In some towns of the Kabylie region, protesters have blocked access to campaign offices by piling the entrances with bricks.

Tensions mounted last week when Algerians started holding evening marches to denounce the elections. Several demonstrators were arrested, and some have already been convicted to prison terms for disturbing election campaigns or destruction of public property, according to protest organizers.

Given troubles in the capital and Kabylie, the candidates are focusing on small campaign events in areas where the protest movement is less active.

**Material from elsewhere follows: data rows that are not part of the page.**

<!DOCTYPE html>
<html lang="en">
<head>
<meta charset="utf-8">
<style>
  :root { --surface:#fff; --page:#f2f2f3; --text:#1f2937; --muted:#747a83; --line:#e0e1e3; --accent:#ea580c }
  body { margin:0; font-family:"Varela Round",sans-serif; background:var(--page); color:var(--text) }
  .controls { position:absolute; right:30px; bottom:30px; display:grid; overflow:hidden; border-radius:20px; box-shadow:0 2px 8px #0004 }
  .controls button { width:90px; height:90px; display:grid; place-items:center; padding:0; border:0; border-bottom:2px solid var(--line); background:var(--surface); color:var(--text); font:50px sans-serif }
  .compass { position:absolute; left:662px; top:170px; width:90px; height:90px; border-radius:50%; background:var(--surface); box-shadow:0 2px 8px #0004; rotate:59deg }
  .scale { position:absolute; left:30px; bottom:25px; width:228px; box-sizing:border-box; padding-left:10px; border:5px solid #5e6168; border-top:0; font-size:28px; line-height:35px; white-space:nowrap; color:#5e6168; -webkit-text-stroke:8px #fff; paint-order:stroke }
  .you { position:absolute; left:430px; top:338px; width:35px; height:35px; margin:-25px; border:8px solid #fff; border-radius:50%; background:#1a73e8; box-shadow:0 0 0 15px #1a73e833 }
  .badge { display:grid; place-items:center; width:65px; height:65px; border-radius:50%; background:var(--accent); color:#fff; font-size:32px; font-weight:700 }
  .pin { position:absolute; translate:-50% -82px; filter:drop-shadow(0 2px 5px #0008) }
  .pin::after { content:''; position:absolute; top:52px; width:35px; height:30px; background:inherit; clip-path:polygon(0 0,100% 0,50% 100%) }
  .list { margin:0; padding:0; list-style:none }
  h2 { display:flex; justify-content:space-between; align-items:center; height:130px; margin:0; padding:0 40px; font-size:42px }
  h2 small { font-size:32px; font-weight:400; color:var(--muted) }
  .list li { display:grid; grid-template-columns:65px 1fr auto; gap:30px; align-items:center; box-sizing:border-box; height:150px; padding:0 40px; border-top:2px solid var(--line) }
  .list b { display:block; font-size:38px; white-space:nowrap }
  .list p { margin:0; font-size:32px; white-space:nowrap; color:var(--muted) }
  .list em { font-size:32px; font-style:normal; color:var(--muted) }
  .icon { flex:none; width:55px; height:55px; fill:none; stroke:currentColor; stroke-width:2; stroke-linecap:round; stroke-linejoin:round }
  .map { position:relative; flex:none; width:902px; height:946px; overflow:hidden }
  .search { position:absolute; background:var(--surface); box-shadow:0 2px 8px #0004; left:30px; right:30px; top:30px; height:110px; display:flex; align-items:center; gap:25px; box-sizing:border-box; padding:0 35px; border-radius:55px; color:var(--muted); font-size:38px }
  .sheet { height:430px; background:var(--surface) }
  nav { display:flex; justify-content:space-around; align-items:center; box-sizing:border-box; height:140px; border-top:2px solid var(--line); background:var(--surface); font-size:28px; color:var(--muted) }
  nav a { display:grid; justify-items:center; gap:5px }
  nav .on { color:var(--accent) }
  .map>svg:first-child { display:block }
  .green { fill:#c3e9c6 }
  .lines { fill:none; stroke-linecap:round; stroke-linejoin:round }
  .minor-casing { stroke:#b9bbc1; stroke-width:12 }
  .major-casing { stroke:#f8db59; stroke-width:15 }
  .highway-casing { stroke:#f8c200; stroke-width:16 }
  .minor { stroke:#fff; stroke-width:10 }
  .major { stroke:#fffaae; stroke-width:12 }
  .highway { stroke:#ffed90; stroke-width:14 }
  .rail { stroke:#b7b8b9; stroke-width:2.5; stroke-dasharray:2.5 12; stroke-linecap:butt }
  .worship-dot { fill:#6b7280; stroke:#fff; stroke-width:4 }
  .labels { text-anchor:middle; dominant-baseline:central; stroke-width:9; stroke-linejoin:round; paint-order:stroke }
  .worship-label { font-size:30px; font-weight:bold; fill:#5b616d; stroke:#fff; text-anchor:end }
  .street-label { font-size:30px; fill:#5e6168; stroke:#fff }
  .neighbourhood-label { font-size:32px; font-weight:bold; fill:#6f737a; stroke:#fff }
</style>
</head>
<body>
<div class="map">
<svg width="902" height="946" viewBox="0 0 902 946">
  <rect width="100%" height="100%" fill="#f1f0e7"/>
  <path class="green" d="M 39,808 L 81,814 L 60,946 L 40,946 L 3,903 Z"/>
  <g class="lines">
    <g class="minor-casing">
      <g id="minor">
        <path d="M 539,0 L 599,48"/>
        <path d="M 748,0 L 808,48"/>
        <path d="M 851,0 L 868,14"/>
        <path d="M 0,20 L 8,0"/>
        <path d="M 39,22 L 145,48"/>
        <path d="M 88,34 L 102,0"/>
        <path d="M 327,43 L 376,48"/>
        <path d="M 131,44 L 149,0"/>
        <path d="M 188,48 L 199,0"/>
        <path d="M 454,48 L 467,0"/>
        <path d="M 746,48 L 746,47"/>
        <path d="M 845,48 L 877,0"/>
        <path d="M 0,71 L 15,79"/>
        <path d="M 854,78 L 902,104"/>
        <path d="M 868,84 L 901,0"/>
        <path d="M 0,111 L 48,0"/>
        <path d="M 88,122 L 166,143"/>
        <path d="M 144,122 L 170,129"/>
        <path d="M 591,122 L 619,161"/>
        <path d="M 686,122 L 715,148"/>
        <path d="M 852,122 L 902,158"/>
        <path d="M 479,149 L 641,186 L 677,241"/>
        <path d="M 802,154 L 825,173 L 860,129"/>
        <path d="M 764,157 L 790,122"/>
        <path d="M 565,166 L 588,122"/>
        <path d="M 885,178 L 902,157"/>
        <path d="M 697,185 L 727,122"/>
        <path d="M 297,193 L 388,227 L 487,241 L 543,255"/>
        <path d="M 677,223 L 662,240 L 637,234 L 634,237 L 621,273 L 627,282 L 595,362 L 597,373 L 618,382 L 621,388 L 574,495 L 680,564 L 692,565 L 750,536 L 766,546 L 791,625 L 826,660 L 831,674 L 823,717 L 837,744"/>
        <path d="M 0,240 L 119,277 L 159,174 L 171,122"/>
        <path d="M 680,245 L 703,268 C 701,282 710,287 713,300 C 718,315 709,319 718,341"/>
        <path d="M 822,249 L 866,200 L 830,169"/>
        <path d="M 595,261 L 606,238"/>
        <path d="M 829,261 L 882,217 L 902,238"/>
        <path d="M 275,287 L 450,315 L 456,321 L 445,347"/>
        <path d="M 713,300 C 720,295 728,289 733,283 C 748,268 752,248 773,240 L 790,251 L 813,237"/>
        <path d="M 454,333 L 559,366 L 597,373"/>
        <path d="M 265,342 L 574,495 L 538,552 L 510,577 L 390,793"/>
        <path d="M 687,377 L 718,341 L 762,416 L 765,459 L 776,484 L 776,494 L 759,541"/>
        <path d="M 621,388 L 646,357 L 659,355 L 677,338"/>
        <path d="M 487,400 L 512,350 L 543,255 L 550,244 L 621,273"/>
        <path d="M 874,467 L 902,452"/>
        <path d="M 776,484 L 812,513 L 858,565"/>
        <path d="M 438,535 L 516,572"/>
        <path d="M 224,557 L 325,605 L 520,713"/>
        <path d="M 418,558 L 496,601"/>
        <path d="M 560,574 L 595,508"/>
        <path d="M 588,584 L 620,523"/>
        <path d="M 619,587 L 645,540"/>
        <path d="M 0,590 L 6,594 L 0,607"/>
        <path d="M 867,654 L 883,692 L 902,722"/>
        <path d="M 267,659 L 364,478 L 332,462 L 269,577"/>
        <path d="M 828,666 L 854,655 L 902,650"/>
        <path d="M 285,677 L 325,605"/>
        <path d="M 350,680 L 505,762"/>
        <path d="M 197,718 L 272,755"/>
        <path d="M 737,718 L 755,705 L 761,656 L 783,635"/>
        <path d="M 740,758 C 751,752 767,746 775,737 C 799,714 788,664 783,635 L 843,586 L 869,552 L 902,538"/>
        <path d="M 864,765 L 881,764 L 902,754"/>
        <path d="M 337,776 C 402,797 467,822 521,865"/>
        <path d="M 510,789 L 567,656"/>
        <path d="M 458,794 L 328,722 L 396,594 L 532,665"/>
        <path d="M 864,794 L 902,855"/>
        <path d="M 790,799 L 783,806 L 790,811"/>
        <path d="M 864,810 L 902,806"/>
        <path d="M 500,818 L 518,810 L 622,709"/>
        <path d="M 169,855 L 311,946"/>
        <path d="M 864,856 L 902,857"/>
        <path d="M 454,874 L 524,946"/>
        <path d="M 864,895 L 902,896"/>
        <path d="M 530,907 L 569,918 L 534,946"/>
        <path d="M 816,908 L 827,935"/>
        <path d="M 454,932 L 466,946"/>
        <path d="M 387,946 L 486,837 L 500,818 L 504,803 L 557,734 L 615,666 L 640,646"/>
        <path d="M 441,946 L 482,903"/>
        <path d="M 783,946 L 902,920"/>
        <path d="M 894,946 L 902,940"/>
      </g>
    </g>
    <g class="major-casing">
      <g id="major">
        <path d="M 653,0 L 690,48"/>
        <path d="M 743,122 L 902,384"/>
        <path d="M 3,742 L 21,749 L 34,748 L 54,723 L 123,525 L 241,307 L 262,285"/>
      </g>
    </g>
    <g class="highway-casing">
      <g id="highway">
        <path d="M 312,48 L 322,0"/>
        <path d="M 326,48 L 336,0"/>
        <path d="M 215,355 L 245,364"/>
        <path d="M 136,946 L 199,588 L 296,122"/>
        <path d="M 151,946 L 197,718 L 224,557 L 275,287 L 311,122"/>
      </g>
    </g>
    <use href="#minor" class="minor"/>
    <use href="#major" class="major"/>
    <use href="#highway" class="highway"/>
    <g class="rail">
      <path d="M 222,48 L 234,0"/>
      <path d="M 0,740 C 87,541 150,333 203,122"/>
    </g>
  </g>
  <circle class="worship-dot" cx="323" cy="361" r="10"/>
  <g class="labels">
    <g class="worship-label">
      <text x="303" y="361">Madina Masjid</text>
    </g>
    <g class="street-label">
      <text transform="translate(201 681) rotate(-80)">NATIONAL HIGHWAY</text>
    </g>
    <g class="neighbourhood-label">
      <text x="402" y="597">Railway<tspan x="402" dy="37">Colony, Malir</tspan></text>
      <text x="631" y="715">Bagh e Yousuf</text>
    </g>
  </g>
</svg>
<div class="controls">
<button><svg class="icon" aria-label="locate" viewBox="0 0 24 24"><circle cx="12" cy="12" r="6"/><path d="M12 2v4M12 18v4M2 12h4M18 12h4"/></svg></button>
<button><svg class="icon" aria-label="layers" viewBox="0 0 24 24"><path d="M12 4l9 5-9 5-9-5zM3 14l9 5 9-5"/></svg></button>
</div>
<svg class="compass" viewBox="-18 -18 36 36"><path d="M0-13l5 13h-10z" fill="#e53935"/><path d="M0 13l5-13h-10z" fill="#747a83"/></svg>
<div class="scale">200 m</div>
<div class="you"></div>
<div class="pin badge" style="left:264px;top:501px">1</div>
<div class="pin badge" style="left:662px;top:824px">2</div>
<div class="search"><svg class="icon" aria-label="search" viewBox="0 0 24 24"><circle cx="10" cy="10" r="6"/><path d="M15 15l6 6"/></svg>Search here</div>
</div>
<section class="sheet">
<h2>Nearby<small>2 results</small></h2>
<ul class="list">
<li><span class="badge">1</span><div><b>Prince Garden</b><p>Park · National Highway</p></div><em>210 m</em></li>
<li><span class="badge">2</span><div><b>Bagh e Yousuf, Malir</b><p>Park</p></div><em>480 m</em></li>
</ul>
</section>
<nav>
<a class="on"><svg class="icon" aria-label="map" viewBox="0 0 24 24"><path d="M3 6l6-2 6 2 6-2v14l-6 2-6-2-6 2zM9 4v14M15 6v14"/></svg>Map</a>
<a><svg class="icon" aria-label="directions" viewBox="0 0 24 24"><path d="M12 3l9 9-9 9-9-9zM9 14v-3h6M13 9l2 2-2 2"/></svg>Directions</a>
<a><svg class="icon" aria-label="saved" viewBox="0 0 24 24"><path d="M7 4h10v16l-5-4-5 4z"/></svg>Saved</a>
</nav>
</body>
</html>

The president of the body overseeing the election, Moahamed Charfi, has minimized the campaign troubles, saying the candidates are “accepted by the population.”

Army chief Gaid Salah has yet to publicly acknowledge the problems either, instead praising Algerians in a recent speech for “the adherence of the people around their army, chanting, with one voice, patriotic slogans expressing their collective the will to head massively to the polls on December 12, in order to make the presidential election succeed and thus contribute to build a promising future.”

If no candidate wins more than 50 percent in the first round, the election goes to a second round in the ensuing weeks.